*Work task*
Only the lines of the data below from the one with "function write(font, color, halo, rows, align" through the one with "context.font = font" are wanted. Repeat them exactly.

(Data items)
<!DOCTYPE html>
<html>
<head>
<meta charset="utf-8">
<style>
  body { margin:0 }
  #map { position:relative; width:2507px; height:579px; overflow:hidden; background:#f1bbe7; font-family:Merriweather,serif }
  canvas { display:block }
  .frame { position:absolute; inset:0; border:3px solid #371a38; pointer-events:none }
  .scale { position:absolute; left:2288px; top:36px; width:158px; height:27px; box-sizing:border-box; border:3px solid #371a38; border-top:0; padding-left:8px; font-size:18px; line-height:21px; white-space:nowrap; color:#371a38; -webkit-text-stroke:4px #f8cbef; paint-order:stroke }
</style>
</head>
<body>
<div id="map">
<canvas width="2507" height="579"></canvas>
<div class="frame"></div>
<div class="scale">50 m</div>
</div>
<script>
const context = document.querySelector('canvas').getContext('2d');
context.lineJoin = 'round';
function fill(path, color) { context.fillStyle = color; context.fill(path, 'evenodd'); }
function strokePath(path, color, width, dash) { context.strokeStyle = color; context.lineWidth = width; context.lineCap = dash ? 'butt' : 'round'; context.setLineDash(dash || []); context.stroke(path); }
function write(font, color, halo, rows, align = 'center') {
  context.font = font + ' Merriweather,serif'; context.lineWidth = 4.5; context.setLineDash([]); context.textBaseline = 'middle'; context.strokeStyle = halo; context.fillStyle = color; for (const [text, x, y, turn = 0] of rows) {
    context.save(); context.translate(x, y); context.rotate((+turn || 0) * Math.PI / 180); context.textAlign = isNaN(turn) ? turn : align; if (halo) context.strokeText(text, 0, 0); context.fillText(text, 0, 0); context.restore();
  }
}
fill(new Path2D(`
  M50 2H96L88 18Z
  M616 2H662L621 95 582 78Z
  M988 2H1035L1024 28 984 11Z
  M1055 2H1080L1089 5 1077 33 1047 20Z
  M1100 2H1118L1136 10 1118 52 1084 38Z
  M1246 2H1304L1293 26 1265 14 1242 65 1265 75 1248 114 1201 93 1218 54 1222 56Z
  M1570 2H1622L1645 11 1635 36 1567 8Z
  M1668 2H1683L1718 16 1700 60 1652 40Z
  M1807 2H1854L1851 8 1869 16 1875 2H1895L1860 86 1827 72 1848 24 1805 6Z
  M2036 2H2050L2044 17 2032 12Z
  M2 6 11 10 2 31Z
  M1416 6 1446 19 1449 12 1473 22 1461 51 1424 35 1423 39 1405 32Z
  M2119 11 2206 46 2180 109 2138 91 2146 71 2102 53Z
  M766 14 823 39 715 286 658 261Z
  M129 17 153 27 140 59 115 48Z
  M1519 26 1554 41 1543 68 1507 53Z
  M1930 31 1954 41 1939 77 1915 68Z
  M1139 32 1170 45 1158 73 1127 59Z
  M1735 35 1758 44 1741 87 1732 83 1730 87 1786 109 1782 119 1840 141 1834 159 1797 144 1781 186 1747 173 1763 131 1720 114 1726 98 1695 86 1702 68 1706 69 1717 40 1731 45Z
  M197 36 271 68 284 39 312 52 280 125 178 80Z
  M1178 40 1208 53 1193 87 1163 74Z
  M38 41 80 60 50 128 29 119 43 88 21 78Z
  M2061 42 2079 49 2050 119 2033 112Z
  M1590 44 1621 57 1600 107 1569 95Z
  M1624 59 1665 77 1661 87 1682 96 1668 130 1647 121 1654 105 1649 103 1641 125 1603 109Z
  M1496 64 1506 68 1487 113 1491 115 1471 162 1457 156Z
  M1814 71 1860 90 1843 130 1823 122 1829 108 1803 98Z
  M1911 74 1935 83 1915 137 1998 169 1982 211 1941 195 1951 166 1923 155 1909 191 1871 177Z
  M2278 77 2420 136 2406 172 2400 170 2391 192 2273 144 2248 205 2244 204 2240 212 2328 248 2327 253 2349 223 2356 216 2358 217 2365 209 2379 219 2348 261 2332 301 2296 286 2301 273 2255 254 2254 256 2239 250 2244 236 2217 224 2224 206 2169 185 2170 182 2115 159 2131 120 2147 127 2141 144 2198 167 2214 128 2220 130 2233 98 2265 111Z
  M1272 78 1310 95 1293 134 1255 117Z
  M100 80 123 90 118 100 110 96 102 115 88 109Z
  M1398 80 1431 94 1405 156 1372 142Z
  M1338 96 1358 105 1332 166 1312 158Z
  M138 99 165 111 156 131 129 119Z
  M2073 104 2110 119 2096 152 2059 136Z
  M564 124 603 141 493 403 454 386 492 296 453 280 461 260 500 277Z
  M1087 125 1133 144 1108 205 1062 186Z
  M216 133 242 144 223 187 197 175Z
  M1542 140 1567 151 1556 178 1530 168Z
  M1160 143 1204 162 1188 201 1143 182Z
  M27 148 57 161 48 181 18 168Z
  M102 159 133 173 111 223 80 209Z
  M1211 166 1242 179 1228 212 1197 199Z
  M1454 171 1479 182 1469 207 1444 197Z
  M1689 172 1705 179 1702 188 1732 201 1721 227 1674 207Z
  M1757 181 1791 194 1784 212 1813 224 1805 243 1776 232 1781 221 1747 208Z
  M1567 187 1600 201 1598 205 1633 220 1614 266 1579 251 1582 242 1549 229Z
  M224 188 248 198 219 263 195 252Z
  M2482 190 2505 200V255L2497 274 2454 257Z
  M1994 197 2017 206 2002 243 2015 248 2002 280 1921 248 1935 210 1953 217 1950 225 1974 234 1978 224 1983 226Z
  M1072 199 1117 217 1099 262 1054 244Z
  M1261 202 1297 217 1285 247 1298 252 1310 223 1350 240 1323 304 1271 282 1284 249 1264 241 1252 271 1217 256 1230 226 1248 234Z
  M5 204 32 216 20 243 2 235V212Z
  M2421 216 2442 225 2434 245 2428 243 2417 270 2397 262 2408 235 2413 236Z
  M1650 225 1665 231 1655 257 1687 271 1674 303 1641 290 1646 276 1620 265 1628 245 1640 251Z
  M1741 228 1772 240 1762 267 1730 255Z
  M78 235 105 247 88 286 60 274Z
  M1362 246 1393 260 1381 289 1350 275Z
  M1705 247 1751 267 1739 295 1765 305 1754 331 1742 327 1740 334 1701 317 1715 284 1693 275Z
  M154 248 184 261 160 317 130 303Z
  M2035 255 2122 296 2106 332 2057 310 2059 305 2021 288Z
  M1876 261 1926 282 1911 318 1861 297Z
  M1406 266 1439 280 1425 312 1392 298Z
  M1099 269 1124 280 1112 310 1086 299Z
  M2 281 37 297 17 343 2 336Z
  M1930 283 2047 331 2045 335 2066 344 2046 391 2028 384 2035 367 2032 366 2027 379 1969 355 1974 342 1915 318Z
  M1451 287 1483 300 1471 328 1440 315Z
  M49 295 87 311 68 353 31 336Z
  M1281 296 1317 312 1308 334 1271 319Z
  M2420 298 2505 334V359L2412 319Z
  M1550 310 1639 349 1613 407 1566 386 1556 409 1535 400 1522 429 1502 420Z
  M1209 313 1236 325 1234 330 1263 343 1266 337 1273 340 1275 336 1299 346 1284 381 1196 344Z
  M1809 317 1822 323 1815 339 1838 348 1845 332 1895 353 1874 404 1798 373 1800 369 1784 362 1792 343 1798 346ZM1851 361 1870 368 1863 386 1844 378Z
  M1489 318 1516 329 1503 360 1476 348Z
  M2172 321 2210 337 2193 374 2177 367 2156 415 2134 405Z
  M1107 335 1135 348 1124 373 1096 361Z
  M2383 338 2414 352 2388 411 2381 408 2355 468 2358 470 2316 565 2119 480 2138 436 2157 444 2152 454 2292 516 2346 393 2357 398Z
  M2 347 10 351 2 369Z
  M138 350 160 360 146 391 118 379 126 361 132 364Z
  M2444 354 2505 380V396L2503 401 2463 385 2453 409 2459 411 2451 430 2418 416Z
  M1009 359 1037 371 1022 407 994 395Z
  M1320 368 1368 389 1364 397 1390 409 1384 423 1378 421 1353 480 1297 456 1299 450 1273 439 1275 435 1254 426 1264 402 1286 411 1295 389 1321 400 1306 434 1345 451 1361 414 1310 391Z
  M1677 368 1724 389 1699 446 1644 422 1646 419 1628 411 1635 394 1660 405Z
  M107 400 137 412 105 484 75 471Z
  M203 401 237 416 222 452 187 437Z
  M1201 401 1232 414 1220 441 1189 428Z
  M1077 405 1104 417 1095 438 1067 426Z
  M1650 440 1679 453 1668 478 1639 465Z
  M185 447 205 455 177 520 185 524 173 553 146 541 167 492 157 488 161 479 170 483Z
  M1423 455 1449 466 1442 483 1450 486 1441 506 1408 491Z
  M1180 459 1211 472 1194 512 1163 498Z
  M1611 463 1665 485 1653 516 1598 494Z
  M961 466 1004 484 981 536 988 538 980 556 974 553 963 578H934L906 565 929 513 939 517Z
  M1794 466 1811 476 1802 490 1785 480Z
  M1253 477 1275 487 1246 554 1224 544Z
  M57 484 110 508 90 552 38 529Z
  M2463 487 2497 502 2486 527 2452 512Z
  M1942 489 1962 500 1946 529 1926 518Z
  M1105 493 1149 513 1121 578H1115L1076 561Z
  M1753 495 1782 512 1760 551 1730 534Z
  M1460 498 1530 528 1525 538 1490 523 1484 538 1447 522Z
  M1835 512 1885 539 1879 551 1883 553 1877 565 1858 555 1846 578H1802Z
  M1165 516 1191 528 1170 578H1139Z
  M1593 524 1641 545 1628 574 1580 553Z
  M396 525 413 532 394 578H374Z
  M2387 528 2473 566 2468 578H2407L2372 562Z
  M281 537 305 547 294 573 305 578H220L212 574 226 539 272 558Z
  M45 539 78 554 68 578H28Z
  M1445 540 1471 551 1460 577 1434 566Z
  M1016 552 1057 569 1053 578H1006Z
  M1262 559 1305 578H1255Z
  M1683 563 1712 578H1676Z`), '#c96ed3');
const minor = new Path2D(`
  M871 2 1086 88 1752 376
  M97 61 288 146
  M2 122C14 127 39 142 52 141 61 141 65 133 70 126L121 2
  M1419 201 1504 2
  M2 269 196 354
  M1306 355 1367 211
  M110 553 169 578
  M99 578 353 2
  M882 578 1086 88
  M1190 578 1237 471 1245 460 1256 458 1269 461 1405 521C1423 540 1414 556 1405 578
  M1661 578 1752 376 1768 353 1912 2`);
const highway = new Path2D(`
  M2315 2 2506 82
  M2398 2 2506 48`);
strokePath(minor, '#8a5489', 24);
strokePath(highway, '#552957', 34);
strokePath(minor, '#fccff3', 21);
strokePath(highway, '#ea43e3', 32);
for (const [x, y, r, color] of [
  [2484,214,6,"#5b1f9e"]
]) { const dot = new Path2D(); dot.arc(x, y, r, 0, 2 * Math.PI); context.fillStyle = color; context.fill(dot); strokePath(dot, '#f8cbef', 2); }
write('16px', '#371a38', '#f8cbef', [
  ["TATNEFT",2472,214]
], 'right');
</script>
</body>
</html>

*Output of the task*
function write(font, color, halo, rows, align = 'center') {
  context.font = font + ' Merriweather,serif'; context.lineWidth = 4.5; context.setLineDash([]); context.textBaseline = 'middle'; context.strokeStyle = halo; context.fillStyle = color; for (const [text, x, y, turn = 0] of rows) {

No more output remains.